Rebekah Kondrat, founder at Rekon Retail, said the deal is a rare example of a start-up growing large enough to absorb its legacy competitors, a move that doesn’t always end successfully.
Bag maker Le Tote, for example, bought out Lord & Taylor in 2019. But the store still went into bankruptcy, closed all its locations and now operates as an online-only retailer. Kondrat said this case is different given the parallels between the maternity brands, and the fact that Le Tote didn’t have experience with physical retail. But Hatch doesn’t have as many channels to contend with, making the transition more streamlined between the brands.
Kondrat said successful takeovers rely on “the right maturity level and the right opportunity.” In the past decade, Hatch has been able to earn a reputation for high-quality clothing in part due to word of mouth, Kondrat said, which is particularly important for a small niche audience such as pregnant women. “There’s this automatic trust in the recommendation,” she said.
On that front, the deal has the potential for Hatch to lure new customers to its own aspirational brand, she said.

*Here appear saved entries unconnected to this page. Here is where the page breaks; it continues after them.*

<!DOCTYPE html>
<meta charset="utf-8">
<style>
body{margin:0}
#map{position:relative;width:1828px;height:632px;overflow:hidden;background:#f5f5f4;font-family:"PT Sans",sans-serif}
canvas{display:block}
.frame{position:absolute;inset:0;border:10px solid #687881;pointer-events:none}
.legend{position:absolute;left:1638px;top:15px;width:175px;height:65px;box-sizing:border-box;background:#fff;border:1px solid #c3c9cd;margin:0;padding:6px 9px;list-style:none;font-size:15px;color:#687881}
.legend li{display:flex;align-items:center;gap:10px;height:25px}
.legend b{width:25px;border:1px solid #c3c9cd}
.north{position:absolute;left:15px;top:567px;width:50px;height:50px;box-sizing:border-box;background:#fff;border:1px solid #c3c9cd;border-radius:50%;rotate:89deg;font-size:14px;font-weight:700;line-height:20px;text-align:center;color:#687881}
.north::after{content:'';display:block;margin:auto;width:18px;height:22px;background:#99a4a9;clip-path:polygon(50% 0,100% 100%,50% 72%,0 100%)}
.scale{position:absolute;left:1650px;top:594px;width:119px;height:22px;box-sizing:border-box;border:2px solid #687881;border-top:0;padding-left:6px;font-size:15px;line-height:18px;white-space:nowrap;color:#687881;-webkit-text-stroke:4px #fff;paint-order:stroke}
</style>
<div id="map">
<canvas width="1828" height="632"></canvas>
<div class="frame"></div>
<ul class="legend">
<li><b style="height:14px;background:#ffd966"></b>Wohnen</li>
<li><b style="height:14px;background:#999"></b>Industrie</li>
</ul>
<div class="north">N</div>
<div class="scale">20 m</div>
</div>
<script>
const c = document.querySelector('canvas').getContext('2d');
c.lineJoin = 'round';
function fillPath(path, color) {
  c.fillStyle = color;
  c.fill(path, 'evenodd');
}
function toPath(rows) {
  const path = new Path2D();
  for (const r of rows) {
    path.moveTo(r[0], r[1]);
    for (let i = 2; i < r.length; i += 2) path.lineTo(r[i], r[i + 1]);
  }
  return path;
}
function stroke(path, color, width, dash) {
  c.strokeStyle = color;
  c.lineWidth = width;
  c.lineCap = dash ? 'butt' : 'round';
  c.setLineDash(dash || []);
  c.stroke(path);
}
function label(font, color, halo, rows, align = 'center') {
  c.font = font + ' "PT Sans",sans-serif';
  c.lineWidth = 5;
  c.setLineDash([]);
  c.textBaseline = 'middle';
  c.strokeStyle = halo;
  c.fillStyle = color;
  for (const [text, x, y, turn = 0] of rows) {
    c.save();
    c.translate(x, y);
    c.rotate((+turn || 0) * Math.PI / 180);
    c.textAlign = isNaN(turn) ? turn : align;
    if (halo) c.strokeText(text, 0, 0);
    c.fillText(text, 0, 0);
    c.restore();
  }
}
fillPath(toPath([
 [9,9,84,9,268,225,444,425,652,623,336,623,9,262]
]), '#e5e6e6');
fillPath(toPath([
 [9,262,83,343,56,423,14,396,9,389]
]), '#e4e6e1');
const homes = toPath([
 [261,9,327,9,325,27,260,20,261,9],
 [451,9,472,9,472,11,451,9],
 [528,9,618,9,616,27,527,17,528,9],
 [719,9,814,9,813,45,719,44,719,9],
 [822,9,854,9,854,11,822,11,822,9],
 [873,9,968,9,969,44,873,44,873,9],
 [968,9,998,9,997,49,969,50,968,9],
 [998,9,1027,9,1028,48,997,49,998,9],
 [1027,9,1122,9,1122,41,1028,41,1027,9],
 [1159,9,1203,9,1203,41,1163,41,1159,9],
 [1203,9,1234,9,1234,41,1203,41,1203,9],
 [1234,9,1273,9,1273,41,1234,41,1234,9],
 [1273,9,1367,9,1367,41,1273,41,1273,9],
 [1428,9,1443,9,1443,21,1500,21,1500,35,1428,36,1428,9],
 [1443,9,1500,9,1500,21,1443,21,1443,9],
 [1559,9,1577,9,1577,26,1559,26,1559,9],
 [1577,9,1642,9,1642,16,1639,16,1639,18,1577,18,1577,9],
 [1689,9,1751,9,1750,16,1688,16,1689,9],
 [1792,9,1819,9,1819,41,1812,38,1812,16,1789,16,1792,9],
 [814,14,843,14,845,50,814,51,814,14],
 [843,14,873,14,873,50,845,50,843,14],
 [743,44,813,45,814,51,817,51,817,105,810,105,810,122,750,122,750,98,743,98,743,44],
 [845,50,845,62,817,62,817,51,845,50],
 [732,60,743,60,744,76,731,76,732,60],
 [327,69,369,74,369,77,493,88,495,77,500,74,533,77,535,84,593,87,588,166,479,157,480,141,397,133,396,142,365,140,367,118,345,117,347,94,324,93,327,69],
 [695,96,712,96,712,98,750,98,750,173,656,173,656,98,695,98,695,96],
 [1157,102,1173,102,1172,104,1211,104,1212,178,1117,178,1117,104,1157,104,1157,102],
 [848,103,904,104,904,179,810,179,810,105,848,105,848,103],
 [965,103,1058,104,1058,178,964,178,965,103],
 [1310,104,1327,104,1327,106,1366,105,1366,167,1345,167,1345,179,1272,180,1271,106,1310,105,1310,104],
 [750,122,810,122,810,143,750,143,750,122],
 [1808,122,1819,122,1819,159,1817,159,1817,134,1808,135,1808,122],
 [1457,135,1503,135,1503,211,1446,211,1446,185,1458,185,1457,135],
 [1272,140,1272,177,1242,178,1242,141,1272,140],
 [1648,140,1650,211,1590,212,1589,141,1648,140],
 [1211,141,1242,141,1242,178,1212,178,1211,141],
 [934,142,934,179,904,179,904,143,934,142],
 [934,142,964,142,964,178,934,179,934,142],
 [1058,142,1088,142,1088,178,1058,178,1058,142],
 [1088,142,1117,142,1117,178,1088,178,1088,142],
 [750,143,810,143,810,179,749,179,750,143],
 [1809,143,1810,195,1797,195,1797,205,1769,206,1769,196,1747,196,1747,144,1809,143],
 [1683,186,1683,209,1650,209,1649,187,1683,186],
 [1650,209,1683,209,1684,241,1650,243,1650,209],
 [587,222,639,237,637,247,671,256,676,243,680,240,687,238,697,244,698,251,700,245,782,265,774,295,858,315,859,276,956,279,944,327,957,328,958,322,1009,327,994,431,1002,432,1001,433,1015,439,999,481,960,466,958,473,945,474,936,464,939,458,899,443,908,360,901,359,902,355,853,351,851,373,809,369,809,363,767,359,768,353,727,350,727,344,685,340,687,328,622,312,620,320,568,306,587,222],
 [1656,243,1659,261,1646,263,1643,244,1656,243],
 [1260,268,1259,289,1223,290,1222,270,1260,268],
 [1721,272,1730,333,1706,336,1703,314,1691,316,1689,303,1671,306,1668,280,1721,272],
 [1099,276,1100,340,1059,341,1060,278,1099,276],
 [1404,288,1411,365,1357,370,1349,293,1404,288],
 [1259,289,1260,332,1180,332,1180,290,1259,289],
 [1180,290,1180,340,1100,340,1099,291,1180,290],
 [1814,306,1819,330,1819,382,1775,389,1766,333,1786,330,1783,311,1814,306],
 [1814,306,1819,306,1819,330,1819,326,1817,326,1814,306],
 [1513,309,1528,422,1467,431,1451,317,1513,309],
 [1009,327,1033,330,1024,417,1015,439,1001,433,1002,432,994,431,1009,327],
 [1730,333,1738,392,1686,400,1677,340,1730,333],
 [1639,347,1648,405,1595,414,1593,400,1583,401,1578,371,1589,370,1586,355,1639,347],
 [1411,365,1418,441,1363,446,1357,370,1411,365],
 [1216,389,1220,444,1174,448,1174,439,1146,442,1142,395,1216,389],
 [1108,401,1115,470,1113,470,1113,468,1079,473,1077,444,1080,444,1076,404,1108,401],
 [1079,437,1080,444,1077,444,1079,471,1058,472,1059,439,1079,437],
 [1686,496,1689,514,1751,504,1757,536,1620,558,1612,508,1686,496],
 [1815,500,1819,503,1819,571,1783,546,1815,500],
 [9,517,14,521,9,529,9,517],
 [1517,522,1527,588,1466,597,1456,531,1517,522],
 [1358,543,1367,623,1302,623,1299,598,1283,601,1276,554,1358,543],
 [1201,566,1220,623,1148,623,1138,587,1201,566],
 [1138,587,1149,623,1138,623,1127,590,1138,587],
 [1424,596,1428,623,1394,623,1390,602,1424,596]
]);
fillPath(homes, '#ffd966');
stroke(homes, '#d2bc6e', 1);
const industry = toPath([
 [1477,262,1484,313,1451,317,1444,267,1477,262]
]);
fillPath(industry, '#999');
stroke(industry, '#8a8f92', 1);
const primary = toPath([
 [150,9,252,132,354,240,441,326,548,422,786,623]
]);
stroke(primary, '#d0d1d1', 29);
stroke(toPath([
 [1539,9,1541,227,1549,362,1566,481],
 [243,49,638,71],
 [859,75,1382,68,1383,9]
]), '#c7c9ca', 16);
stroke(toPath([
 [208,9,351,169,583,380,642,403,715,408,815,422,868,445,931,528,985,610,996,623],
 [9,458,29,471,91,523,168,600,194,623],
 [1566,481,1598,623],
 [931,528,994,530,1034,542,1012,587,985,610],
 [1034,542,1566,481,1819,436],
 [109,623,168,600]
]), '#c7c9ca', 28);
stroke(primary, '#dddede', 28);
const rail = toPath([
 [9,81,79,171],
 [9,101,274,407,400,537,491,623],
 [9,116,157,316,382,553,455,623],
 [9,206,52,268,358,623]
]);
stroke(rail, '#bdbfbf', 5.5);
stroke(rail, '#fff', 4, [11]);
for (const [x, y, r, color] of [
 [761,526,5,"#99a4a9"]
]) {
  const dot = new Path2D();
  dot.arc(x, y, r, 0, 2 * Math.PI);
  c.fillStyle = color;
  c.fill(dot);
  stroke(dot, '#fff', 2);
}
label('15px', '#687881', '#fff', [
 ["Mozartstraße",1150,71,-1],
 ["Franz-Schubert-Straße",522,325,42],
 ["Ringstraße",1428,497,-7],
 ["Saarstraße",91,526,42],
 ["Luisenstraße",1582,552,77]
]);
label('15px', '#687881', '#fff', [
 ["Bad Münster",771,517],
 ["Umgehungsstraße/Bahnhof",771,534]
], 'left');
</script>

“That’s one of the advantages of a situation like this, is that price point diversification,” Kondrat said. “You hope you can grab that customer. Maybe they’re not going to buy their entire wardrobe from your high-end collection, but now that they trust you, they might buy one or two pieces.”
Goldman said that operating the new brands means being able to provide a mass market play that is functional and high-quality without the luxury price point.
“My mission across Hatch was always to be able to provide solutions to all women, and I always found it a little hard to kind of put my money where my mouth was there. Because at this price point, I can’t serve all women,” she said. “Now I get to put the touch and the why behind the product at a much better value.”